DATA FOR PROCESSING
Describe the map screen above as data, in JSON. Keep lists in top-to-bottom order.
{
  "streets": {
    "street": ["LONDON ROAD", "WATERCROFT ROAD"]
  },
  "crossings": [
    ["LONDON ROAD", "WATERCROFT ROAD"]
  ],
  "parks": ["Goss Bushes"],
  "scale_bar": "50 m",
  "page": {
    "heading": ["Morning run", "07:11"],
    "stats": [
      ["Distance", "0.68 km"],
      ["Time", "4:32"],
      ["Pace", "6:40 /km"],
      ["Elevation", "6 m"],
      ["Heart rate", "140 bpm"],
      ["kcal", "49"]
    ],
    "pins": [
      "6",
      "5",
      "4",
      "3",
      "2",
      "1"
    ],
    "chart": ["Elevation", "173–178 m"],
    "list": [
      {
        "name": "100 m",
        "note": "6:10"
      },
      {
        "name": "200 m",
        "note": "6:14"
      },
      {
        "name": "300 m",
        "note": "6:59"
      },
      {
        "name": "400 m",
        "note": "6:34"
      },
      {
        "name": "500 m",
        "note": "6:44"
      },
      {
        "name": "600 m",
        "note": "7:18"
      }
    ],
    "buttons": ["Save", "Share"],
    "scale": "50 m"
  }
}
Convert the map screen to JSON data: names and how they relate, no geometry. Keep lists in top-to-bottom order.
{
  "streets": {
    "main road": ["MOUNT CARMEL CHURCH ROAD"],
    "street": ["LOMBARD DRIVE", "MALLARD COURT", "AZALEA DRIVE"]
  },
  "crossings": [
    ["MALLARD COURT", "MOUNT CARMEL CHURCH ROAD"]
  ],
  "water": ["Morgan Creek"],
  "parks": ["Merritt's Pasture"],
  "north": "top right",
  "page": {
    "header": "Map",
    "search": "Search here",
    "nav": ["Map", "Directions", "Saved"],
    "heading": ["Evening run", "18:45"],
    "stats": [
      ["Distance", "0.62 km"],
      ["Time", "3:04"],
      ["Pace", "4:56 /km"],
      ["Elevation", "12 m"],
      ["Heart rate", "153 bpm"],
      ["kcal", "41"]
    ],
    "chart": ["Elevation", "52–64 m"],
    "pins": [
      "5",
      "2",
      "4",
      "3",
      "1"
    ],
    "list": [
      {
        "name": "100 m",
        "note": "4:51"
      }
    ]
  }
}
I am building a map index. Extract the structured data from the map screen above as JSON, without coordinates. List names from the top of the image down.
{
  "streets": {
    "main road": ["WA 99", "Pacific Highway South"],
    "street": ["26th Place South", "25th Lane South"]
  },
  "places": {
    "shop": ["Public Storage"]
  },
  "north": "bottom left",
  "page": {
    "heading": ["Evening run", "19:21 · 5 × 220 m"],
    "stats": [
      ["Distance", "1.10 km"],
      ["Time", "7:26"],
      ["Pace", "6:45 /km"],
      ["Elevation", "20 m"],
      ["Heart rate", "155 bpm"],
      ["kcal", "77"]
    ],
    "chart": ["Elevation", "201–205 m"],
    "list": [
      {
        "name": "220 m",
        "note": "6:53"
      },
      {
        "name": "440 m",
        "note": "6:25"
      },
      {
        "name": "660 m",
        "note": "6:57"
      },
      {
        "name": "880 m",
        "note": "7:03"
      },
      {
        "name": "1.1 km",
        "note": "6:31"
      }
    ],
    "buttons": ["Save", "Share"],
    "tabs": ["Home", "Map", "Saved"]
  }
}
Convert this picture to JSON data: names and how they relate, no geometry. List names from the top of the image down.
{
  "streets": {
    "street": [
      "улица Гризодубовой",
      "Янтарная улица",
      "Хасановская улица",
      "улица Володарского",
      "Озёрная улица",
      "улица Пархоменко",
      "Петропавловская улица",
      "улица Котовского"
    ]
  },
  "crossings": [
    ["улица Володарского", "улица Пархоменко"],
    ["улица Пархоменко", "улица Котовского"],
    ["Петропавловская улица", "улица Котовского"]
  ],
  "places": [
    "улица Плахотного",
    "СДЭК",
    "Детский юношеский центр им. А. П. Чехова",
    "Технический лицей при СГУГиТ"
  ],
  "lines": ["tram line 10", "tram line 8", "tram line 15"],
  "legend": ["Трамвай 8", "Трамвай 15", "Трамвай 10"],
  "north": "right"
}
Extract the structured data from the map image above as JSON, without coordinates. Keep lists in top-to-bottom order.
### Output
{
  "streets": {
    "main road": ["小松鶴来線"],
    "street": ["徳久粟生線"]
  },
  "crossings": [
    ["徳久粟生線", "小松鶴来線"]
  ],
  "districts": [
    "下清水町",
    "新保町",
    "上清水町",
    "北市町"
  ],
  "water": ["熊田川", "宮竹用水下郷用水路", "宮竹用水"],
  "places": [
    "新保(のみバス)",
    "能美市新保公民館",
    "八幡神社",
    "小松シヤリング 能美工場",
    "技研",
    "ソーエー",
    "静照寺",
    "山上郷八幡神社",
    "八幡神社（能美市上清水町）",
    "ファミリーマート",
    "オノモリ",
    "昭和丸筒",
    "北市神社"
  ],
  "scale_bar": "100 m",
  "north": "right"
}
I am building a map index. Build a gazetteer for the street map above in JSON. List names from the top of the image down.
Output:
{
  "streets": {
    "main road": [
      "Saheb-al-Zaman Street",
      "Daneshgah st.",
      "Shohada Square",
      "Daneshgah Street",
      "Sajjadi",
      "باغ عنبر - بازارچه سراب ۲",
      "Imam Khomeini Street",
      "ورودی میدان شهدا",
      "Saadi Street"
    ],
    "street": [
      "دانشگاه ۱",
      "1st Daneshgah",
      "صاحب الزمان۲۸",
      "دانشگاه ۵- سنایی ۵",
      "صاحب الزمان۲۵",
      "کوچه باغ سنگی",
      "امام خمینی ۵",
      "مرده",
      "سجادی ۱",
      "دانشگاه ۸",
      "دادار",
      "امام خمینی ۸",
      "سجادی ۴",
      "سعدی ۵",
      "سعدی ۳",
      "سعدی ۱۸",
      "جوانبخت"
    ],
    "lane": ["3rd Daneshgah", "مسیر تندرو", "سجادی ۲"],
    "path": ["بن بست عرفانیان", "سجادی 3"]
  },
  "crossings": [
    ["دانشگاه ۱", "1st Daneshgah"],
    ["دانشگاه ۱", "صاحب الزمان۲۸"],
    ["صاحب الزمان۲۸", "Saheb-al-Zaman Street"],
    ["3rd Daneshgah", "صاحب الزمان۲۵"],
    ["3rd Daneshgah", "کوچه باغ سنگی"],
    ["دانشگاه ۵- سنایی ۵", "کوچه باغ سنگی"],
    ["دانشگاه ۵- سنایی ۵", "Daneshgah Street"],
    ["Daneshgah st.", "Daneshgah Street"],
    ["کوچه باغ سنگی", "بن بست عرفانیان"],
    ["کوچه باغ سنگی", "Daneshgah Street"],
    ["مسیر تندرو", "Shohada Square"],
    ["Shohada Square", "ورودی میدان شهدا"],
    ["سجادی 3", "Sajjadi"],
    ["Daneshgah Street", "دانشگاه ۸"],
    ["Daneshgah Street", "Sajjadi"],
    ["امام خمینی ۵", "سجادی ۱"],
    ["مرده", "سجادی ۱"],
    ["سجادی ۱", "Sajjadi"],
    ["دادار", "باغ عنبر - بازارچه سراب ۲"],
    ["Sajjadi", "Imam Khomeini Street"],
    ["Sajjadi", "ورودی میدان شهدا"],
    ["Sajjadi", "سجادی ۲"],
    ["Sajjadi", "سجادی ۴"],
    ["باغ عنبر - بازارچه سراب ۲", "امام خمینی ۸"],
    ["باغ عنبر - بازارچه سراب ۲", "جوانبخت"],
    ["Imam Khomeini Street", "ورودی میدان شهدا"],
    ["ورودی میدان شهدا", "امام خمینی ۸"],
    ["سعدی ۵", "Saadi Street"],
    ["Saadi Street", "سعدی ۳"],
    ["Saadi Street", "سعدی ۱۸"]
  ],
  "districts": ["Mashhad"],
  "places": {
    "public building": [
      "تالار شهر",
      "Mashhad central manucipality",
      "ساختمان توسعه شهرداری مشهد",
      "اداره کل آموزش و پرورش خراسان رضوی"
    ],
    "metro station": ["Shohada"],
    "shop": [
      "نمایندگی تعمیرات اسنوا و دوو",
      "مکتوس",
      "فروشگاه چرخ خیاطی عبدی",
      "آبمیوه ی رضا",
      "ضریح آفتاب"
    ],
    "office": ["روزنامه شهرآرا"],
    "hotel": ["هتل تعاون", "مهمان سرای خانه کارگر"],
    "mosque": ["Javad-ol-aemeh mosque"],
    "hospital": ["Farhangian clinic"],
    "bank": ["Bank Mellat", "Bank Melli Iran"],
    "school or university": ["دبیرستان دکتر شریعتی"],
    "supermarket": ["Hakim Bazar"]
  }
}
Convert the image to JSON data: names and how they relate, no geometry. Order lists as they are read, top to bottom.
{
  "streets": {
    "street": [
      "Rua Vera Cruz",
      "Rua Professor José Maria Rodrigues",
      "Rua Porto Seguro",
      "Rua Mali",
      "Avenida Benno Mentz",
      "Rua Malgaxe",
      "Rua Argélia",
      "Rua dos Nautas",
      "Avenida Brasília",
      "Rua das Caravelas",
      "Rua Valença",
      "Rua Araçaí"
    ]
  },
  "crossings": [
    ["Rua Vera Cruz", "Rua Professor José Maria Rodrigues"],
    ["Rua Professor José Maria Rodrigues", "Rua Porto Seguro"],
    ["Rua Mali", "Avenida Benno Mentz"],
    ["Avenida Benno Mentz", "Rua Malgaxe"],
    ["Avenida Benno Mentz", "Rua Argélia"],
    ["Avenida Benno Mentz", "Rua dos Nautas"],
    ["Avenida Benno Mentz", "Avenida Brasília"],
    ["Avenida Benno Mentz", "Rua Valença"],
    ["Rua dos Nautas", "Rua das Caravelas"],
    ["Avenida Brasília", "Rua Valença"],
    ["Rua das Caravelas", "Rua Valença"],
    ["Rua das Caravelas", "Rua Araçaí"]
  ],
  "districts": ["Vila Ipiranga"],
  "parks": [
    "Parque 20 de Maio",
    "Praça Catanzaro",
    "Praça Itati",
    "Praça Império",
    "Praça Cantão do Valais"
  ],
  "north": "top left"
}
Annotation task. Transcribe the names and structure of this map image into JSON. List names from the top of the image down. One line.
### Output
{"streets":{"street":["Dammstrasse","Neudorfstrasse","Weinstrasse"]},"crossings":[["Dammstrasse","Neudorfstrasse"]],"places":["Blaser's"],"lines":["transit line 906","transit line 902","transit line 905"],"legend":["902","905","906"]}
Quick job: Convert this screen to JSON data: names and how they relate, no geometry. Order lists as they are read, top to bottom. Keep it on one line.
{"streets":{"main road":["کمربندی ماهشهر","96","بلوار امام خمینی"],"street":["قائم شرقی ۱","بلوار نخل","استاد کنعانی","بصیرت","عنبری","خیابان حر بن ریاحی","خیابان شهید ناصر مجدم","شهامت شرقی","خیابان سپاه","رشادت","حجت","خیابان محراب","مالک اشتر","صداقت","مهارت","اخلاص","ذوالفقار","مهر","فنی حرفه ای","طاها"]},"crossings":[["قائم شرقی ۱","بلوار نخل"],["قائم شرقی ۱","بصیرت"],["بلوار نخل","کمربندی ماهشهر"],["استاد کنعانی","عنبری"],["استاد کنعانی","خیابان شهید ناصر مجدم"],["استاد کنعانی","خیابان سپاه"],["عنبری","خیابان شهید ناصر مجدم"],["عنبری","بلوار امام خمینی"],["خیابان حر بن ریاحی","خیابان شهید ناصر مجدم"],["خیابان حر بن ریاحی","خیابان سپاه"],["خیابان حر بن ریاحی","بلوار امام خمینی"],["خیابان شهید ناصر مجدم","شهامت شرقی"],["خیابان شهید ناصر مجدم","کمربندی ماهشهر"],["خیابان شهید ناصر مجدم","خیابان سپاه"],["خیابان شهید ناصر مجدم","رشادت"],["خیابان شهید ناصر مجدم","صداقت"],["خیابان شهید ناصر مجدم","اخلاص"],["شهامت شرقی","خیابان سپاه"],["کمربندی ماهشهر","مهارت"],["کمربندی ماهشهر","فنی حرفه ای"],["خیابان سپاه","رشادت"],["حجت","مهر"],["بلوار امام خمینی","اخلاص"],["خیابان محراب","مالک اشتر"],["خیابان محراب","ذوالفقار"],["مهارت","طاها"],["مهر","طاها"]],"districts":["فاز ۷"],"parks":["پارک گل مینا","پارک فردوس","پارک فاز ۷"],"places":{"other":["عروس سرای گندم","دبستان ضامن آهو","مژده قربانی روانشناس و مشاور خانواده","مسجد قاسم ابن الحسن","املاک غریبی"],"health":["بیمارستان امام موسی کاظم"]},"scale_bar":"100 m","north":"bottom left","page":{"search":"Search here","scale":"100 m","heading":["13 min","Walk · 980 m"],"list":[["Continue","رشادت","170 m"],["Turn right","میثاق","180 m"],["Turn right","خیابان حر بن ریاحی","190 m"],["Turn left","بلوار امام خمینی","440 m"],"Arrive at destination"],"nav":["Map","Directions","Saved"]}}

DIRECTIONS
Note every line of the records that holds the word "عرفانیان", and copy it.

SOLVED EXERCISE
    "path": ["بن بست عرفانیان", "سجادی 3"]
    ["کوچه باغ سنگی", "بن بست عرفانیان"],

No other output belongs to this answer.